Review by Win Wiacek
Jason is secretly Norwegian John Arne Saeterrøy, who turned almost exclusively to producing graphic novels in 2002. He is a global star among the cognoscenti and has won many major awards from all over the planet. Here Jason returns to full length tales (160 pages) after some years producing shorter album-style pieces, wherein his uniquely laconic, anthropomorphic art-stylings inform a surprisingly edgy tale of lost loves, scurrilous misdeeds and uncanny sinister secrets.

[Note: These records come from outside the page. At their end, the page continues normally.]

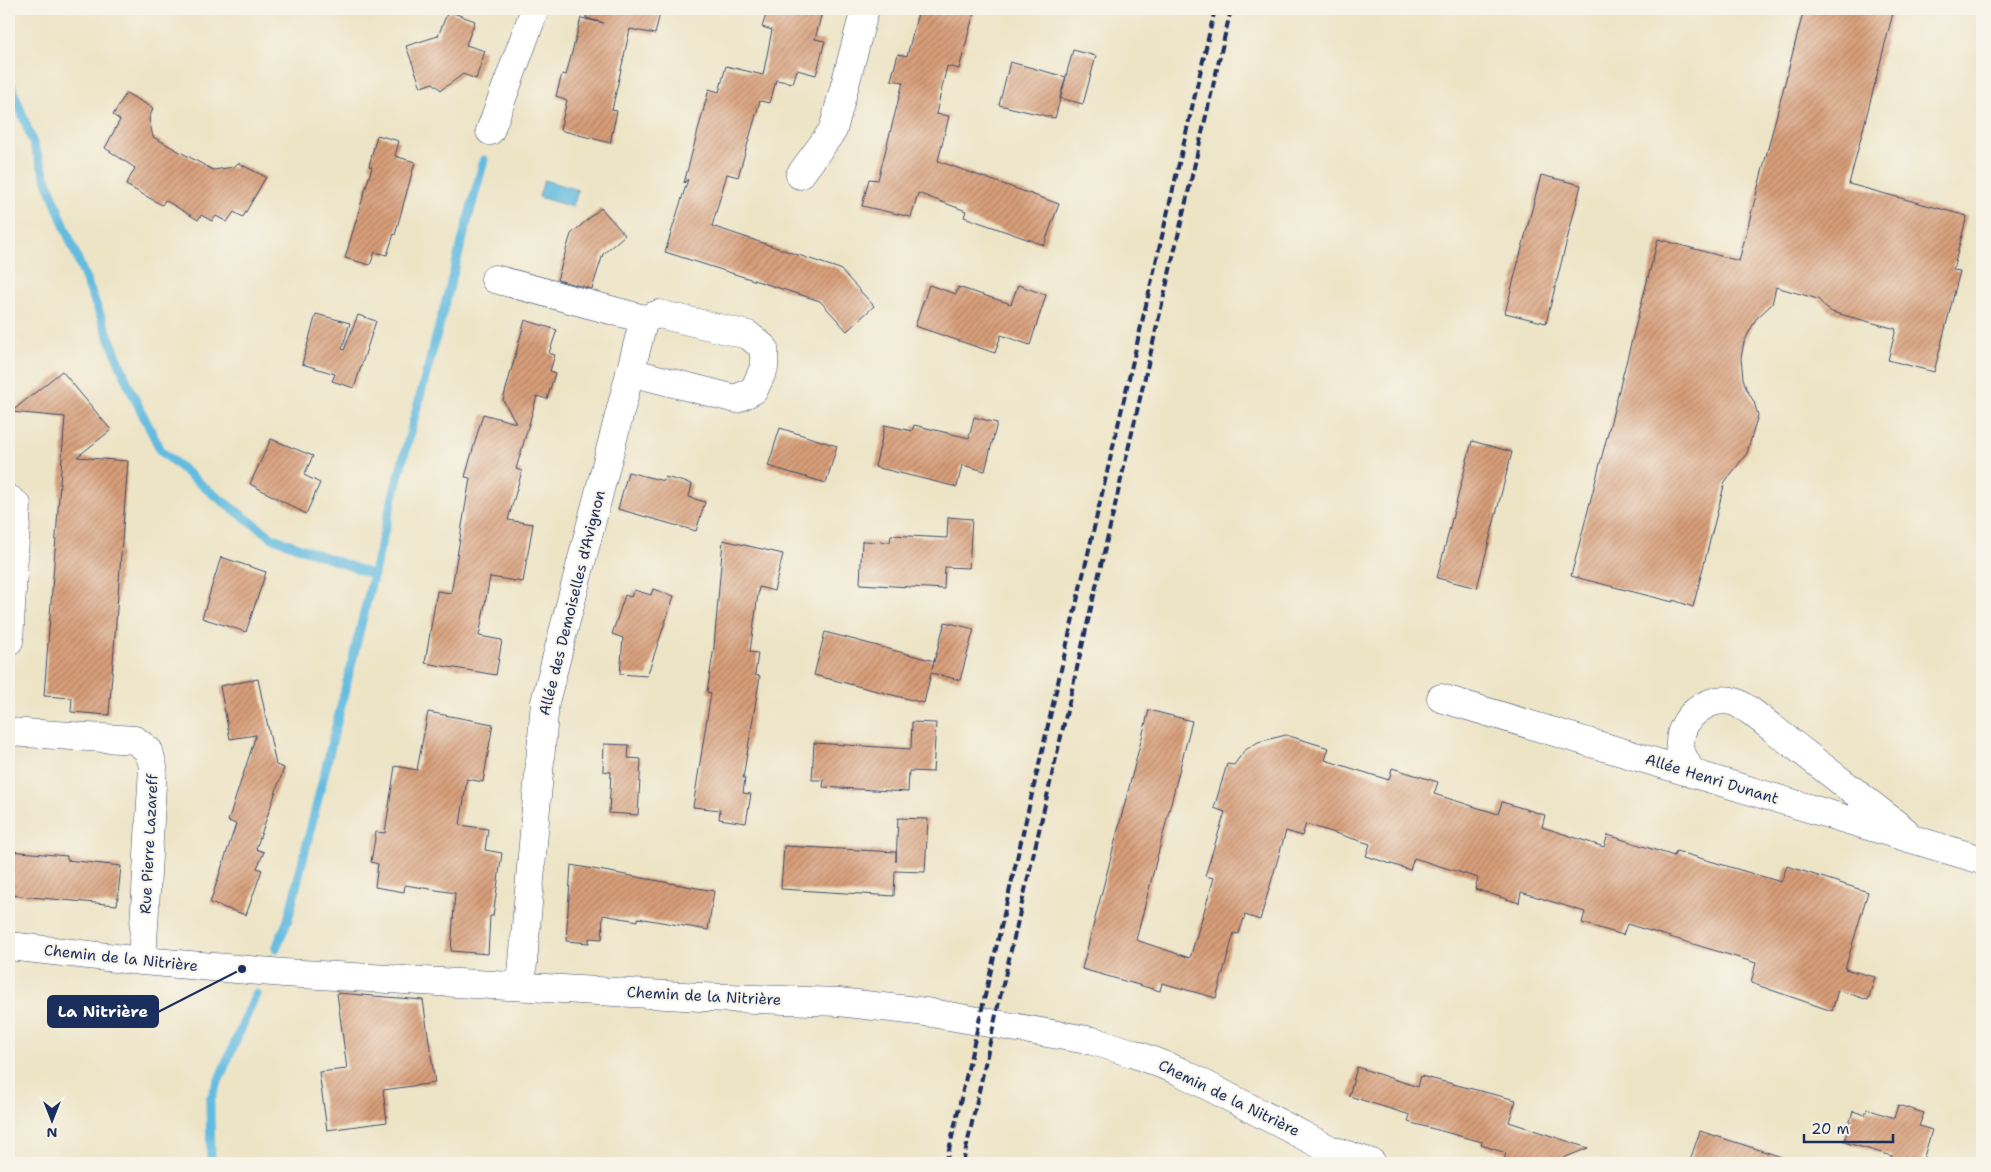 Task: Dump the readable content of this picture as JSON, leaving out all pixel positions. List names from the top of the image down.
{
  "streets": {
    "street": [
      "Allée des Demoiselles d'Avignon",
      "Allée Henri Dunant",
      "Rue Pierre Lazareff",
      "Chemin de la Nitrière"
    ]
  },
  "crossings": [
    ["Allée des Demoiselles d'Avignon", "Chemin de la Nitrière"],
    ["Rue Pierre Lazareff", "Chemin de la Nitrière"]
  ],
  "places": ["La Nitrière"],
  "scale_bar": "20 m",
  "north": "bottom"
}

The stylised artwork is delivered in formalised page layouts, rendered in a minimalist evolution of Hergé’s ligne claire style. There are solid blacks, thick outlines and settings of seductive simplicity, augmented here by mesmerising hints in earth-tones enhancing the hard, moody, suspenseful and utterly engrossing world of French cinema verité. Jason’s work always jumps directly into the reader’s brain and heart, using beastly and unnatural players to gently pose eternal questions about basic human needs in a soft, but relentless quest for answers.
The deeper material often evades the senses on first reading due to clever gags and safe, familiar funny-animal characters, which indicates just how good a cartoonist and storyteller Jason is. This would be a terrific yarn even without his superbly understated art, but in combination with his dead-on, deadpan pastiche of The Big Sleep and other monochrome movies, the result is narrative dynamite.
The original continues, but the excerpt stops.